At a time when I should have been revising for my O Levels, I’d more or less totally stopped attending school. When I did make the effort to go I’d be falling asleep in class, having worked the previous night. When I could no longer continue to burn the candle at both ends, I simply abandoned the final months of my education. Needless to say that I left school with next to no academic qualifications, failing to even turn up for some of my exams - not that I’d need them for the path I’d chosen. Before things began to take off for me as a DJ, I remember telling the Careers Officer at school that I was interested in doing some journalism, and was told to forget this, unless I seriously applied myself to studying for the necessary qualifications, yet, in April ’77, I became the Youth and Pop Music columnist for the local newspaper. I’d later write a Disco column for another local newspaper, following on from the commercial success of the movie ‘Saturday Night Fever’ in 1978.

Back in 1975 Disco music was almost exclusively black music, Soul and Funk being the mainstay of a nights dancing. Disco wasn’t regarded as a specific genre at this point, but a catch-all title for the type of music played in clubs and discotheques. From a UK perspective, the dawn of the Disco era can be pinpointed to July 1974, when George McCrae’s ‘Rock Your Baby’ topped the chart and was accordingly dubbed ‘the first Disco hit’. This was obviously debateable, as the Philly Sound was already in full swing by this point, laying the blueprint for Disco music as we’d come to know it, although we still regarded acts like the O’Jays and Harold Melvin & The Bluenotes as Soul. When ‘Rock Your Baby’ was replaced at number one in August by the Three Degrees and their Philly classic, ‘When Will I See You Again’, it was clear that change was in the air. This feeling was cemented the following month, when the British produced ‘Kung Fu Fighting’ by Carl Douglas made it a third club geared UK number one in as many months, whilst going on to top the US chart as well. As a result, the London based record companies would begin to take club promotion much more seriously and, before long, most were mailing out singles to club DJ’s nationwide in advance of their release.

Being already grounded in black music, I’d begun to buy Blues & Soul magazine. This was not only the premier Soul music publication, but reported on the specialist black music clubs – it was pretty much regarded as the essential DJ magazine until the mid 80’s, when a new generation of dance publications, led by Mixmag, the Street Scene and Jocks, began to erode Blues & Soul’s once all-powerful influence.

I was also tuning into Terry Lennaine’s Monday night Soul show, ‘Keep On Truckin’’, on our only local radio station at that time, BBC Radio Merseyside.

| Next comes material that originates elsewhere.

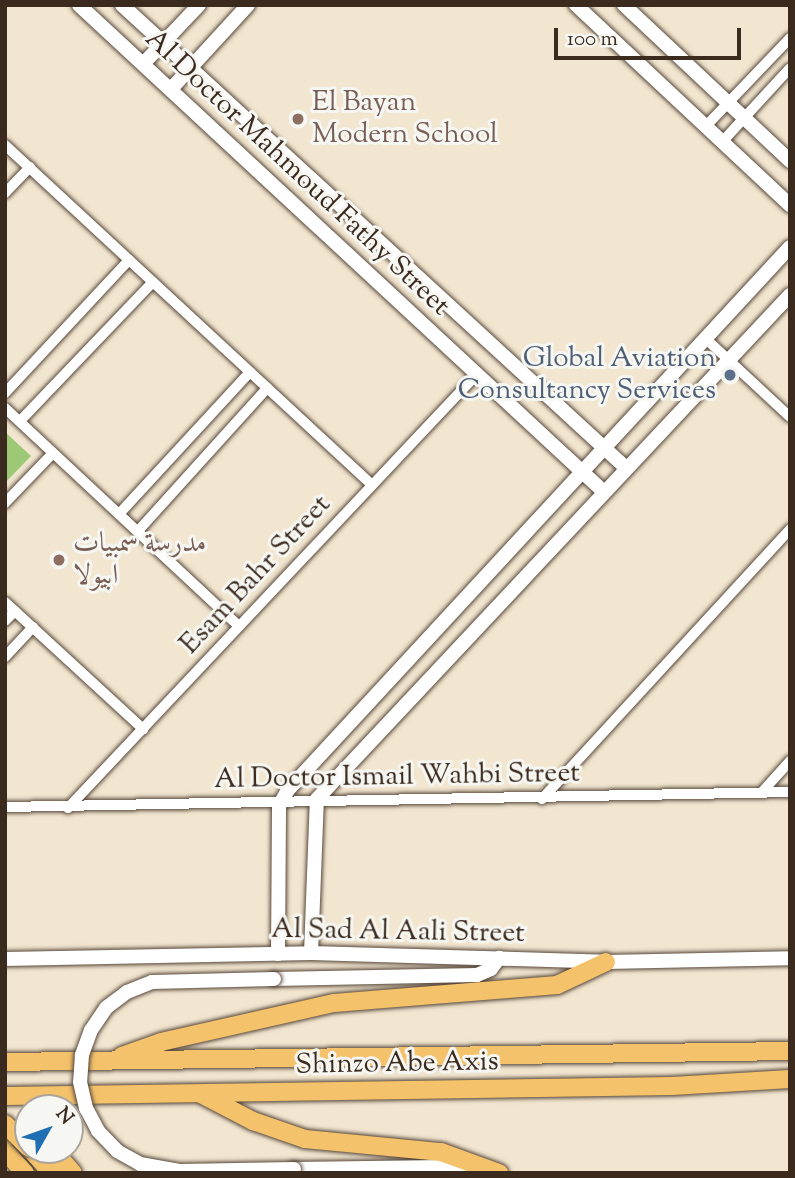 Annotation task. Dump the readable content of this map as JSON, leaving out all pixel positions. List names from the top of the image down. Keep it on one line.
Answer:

Later on I’d get to know Terry, plus Liverpool’s leading Funk and Soul DJ, Les Spaine, whose nights at The Timepiece, one of the most influential black music venues of the 70’s, were an inspiration to many Merseyside DJ’s, myself included.

The Northern Soul scene never took root in Liverpool. Whilst half an hour along the East Lancs Road, Wigan Casino was playing obscure 60’s stompers, the clubs where I started out were more about Funk and contemporary (rather than retrospective) Soul releases. We might have played some of the chart hits that had broken via clubs like the Casino, but that was pretty much the extent of it. The Northern Soul movement itself was experiencing a schism at the time, with DJ’s, Ian Levine and Colin Curtis, causing controversy amongst the purists by beginning to include new US Disco releases on their nights at the Blackpool Mecca. A number of these records were also being played in the black clubs, like The Timepiece, giving two otherwise contrasting scenes a new common ground.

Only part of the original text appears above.